▶ **WHAT THE TASK REQUIRES**
How many lines of the entries hold the string "linecap"? Reply with the number alone.

☆ ☆ ☆

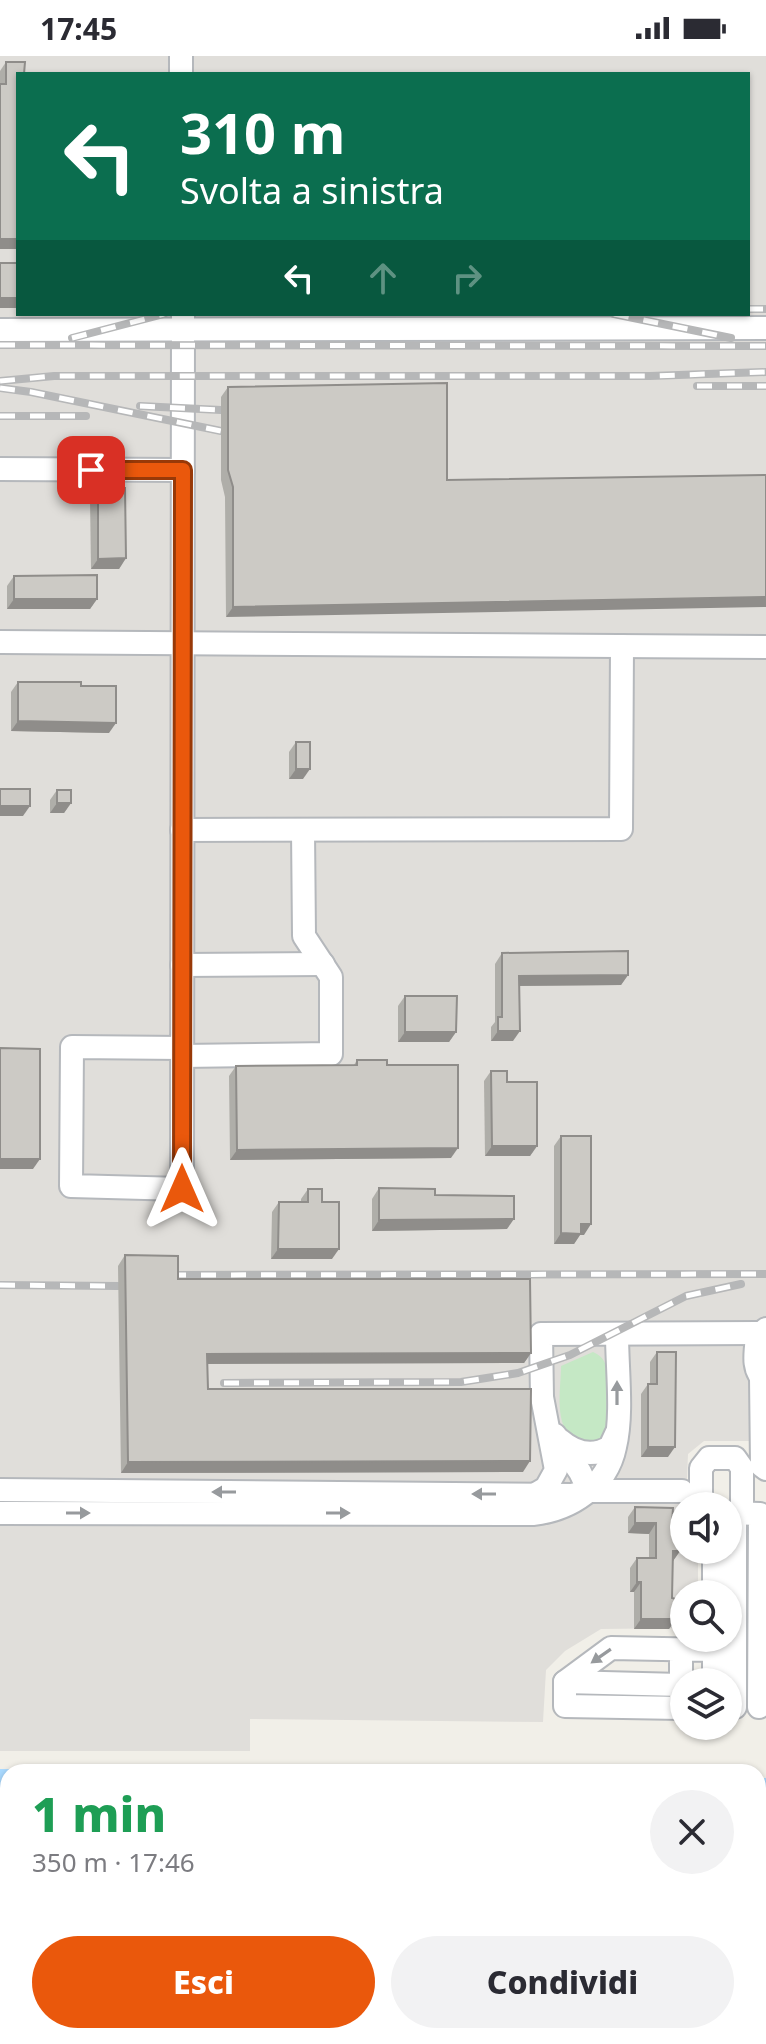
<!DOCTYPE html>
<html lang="it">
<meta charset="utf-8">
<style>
body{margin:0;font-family:"Noto Sans",sans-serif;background:#f2f2f3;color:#2b2b33;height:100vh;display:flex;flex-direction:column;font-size:30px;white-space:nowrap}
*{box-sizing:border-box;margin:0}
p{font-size:26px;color:#7c7c81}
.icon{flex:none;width:44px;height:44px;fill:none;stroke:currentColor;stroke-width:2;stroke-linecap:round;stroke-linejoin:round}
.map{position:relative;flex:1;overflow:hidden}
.sheet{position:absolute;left:0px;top:1708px;width:766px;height:280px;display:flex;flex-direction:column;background:#fff;border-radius:24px 24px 0 0;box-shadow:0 2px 6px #0004}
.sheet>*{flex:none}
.banner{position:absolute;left:16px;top:16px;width:734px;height:244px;border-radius:0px;box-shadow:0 2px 6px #0004;background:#0b6e4f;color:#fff;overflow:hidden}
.controls{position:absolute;left:670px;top:1436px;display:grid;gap:16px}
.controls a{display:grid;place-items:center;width:72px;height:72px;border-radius:50%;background:#fff;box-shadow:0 2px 6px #0004;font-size:40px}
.pin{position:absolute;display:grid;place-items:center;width:68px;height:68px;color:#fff;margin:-34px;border-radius:16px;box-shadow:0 4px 12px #0006}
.me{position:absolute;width:88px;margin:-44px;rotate:0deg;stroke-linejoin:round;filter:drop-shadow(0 0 6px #0008)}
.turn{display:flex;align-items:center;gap:28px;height:168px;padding:0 32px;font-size:36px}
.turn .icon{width:104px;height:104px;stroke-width:2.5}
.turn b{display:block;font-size:56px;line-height:68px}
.lanes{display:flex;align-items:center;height:76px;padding:0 32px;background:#0003;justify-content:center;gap:40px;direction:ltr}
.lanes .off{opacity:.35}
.round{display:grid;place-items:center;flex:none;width:84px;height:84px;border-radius:42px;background:#f2f2f3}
.headline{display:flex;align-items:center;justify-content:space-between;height:136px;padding:0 32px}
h1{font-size:48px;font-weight:800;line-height:60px;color:#1e9e55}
.cta{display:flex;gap:16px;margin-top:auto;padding:16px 32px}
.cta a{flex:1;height:92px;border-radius:48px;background:#ea580c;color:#fff;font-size:32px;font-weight:800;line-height:92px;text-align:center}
.cta a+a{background:#f2f2f3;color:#2b2b33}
.status{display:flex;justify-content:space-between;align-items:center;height:56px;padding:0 40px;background:#fff;direction:ltr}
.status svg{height:22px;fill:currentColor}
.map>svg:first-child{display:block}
.industrial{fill:#e0deda;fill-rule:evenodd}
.green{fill:#c5e8c5}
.water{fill:#aadaff}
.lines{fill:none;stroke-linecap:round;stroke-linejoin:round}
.minor-casing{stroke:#b5b8bc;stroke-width:26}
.minor{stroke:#fff;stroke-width:22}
.rail-casing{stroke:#b6b7b8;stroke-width:8}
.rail{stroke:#fff;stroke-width:5;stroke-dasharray:15;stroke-linecap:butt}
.wall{fill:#afaea9}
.shaded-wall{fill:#8f8d8a}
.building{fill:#cccac5;stroke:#8f8d8a;stroke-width:2}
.oneway{fill:#979a9d}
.route-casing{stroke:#983908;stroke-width:20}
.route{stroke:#ea580c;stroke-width:14}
</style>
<div class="status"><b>17:45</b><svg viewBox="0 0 49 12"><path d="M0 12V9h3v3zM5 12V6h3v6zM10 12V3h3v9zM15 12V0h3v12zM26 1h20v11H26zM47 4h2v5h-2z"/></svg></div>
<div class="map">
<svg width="766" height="1988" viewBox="0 0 766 1988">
<rect width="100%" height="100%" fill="#f1efe8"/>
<!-- industrial -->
<path class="industrial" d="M0 0H766V1385H704L688 1398 684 1494H698V1538H684V1572L601 1573 565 1595 546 1614 543 1666 250 1663V1695H0ZM18 18H748V258H18Z"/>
<!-- green -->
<g class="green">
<path d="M593 1296C600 1299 604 1303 606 1310 611 1325 610 1372 600 1383 591 1387 584 1388 575 1383 553 1370 561 1333 561 1310Z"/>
<polygon points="0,1777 8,1777 8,1980 550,1980 550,1988 0,1988"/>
<rect x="758" y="1780" width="8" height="67"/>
</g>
<!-- water -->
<g class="water">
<polygon points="0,1713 301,1716 8,1716 8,1776 0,1776"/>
<rect x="758" y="1722" width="8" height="55"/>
</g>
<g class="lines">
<!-- minor casing -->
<g class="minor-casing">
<g id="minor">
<polyline points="181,0 181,18"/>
<polyline points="0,274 766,272"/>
<polyline points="0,413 183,414"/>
<polyline points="0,586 766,591"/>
<polyline points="182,774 621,773 622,590"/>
<polyline points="182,909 323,908"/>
<polyline points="182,992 72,991 71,1130 182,1133 183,258"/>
<polyline points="182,1000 331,998 331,921 304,880 303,774"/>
<path d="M766 1273 757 1282C755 1298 752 1316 766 1325"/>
<polyline points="761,1322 762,1410 766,1413"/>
<polyline points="555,1379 580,1416 589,1435"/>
<path d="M560 1384C575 1397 592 1402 610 1391L616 1378"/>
<polyline points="0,1434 572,1439 589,1435 682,1435"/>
<polyline points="534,1439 546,1432 556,1414 542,1341 541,1278 759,1277"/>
<polyline points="701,1450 701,1412 709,1402 735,1402 742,1412 742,1457"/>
<path d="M0 1457 533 1458C571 1454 607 1430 615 1391 623 1358 617 1313 617 1278"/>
<polyline points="728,1457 760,1458 759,1651"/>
<polyline points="714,1494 714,1538"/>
<polyline points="681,1593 681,1652 565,1650 565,1626 611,1592 714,1594"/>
<polyline points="565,1626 681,1629"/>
<polyline points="714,1626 714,1582"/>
<polyline points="735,1651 735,1457"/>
<polyline points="758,1861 766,1861"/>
<polyline points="556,1980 556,1988"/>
<polyline points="597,1980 597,1988"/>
<polyline points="633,1980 633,1988"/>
<polyline points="671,1980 671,1988"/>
<polyline points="707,1980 707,1988"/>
<polyline points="746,1980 746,1988"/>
</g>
</g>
<!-- minor -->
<use href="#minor" class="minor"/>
<!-- rail casing -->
<g class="rail-casing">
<g id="rail">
<polyline points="748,253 766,253"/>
<polyline points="614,258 731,282"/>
<polyline points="72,282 164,258"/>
<polyline points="0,289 766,290"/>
<polyline points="0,325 54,320 650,320 766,316"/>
<polyline points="697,330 766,330"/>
<polyline points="0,332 31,336 221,375"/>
<polyline points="140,350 221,354"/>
<polyline points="0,360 86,360"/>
<polyline points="171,1219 766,1218"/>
<polyline points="0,1229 118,1230"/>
<polyline points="224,1327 461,1326 518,1317 570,1299 686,1240 741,1228"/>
</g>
</g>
<!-- rail -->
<use href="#rail" class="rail"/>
</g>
<!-- wall -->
<g class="wall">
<polygon points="6,6 18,18 18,193 0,193 0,15"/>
<polygon points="228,331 447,424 226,561 225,441 221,424 221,341"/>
<polygon points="98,432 126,502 119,513 91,513 90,442"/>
<polygon points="14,520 97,543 90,553 7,553 7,530"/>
<polygon points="18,626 81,630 109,677 11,675 11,636"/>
<polygon points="296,686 303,723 289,723 289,696"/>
<polygon points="57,734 71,747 64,757 50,757 50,744"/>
<polygon points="502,897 628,919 621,929 519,930 513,985 491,985 491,971 495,966 495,908"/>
<polygon points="405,940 456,976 449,986 398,986 398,950"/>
<polygon points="357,1004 387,1009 451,1102 230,1104 229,1020 236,1010 354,1009"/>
<polygon points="491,1015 507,1026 537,1090 530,1100 485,1100 484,1025"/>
<polygon points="561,1080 584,1179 580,1179 574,1188 554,1188 554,1090"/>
<polygon points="379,1132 435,1139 507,1173 372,1175 372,1143"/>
<polygon points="308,1133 322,1146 332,1203 271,1203 272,1156 279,1146 301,1146 301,1143"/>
<polygon points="125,1199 178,1223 531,1297 524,1307 207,1308 208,1333 523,1416 121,1417 118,1210"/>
<polygon points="657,1296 668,1401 641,1401 641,1338 648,1328 650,1328 650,1306"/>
<polygon points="635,1451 672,1468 680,1495 673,1505 672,1542 676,1563 669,1573 634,1573 634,1536 630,1536 630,1512 637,1502 649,1502 649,1478 628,1477 628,1461"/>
</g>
<!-- shaded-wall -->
<g class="shaded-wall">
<rect x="0" y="183" width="18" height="10"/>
<rect x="0" y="242" width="18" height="10"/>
<polygon points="404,258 553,258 552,259"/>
<polygon points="126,502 119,513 91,513 98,503"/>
<polygon points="766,541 766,551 226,561 233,551"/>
<polygon points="14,543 97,543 90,553 7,553"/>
<polygon points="18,665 116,667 109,677 11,675"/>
<polygon points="296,713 310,713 303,723 289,723"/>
<polygon points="57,747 71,747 64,757 50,757"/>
<polygon points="0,750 30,750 23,760 0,760"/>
<polygon points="628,919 621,929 512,930 519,920"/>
<polygon points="498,975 520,975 513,985 491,985"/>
<polygon points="405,976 456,976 449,986 398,986"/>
<polygon points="492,1090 537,1090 530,1100 485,1100"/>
<polygon points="458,1092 451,1102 230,1104 237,1094"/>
<polygon points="0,1103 40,1103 33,1113 0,1113"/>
<polygon points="514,1163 507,1173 372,1175 379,1164"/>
<polygon points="581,1168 591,1168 584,1179 580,1179 574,1188 554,1188 561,1177"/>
<polygon points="278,1193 339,1193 332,1203 271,1203"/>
<polygon points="531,1297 524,1307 200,1308 207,1298"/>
<polygon points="648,1391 675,1391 668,1401 641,1401"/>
<polygon points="530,1405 523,1416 121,1417 128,1406"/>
<polygon points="635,1467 656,1467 649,1478 628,1477"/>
<polygon points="673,1495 680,1495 673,1505"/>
<polygon points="637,1526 641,1526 634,1536 630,1536"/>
<polygon points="641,1563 676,1563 669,1573 634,1573"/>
</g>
<!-- building -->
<g class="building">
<polygon points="6,6 25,6 24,18 18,18 18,183 0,183 0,28 6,28"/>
<rect x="0" y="207" width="18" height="35"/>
<polygon points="447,327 447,424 766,419 766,541 233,551 233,431 228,414 228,331"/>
<polygon points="98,432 125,432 126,502 98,503"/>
<polygon points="97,519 97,543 14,543 14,520"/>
<polygon points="18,626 81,626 81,630 116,630 116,667 18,665"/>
<rect x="296" y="686" width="14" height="27"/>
<rect x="0" y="733" width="30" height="17"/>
<rect x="57" y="734" width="14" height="13"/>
<polygon points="628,895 628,919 519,920 520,975 498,975 498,961 502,961 502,897"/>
<polygon points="405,940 457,940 456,976 405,976"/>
<polygon points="0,992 40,993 40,1103 0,1103"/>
<polygon points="357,1004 387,1004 387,1009 458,1009 458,1092 237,1094 236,1010 357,1009"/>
<polygon points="491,1015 507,1015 507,1026 537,1026 537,1090 492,1090"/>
<polygon points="561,1080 591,1080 591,1168 581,1168 581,1178 561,1177"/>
<polygon points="379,1132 435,1133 435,1139 514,1140 514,1163 379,1164"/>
<polygon points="308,1133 322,1133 322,1146 339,1146 339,1193 278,1193 279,1146 308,1146"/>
<polygon points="125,1199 178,1200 178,1223 530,1223 531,1297 207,1298 208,1333 531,1333 530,1405 128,1406"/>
<polygon points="657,1296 676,1296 675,1391 648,1391 648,1328 657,1328"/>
<polygon points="635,1451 673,1452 672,1468 680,1468 680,1495 673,1495 672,1542 676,1543 676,1563 641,1563 641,1526 637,1526 637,1502 656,1502 656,1467 635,1467"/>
</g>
<!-- one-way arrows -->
<defs><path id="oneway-solid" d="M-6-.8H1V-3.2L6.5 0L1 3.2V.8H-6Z" transform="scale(2)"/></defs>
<g class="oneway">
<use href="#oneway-solid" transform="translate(617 1337) rotate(-90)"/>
<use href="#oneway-solid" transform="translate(224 1436) rotate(-180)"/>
<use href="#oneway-solid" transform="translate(484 1438) rotate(-180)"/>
<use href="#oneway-solid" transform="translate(78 1457)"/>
<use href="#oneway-solid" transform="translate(338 1457)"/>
<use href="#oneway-solid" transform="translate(601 1600) rotate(145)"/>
</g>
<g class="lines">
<!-- route casing -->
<g class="route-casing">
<polyline id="route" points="91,414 183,414 182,1133"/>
</g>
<!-- route -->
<use href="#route" class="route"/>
</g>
</svg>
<div class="controls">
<a><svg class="icon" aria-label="sound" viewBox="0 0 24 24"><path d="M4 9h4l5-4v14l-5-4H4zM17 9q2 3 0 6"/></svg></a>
<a><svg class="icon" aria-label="search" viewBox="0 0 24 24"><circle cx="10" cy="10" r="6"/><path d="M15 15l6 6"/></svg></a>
<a><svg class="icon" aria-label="layers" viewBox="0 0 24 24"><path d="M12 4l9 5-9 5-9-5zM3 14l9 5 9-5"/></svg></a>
</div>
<div class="pin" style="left:91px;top:414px;background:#d93025"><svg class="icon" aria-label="arrive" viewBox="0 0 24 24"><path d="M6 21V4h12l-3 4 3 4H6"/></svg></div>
<svg class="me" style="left:182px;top:1133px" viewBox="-20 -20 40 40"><path d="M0-17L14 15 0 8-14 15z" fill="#ea580c" stroke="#fff" stroke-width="4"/></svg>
<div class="banner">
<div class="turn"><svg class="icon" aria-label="left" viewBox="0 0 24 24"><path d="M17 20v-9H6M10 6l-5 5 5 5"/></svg><div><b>310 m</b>Svolta a sinistra</div></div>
<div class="lanes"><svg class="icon" aria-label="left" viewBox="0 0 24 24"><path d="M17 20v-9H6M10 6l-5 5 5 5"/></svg><svg class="icon off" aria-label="ahead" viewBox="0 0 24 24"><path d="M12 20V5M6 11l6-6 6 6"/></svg><svg class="icon off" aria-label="right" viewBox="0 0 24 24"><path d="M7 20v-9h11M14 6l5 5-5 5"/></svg></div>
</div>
<section class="sheet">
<div class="headline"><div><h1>1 min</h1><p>350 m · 17:46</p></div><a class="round"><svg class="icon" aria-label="close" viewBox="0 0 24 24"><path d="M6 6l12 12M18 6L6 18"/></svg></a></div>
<div class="cta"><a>Esci</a><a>Condividi</a></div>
</section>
</div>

☆ ☆ ☆

▶ **TASK ANSWER**
3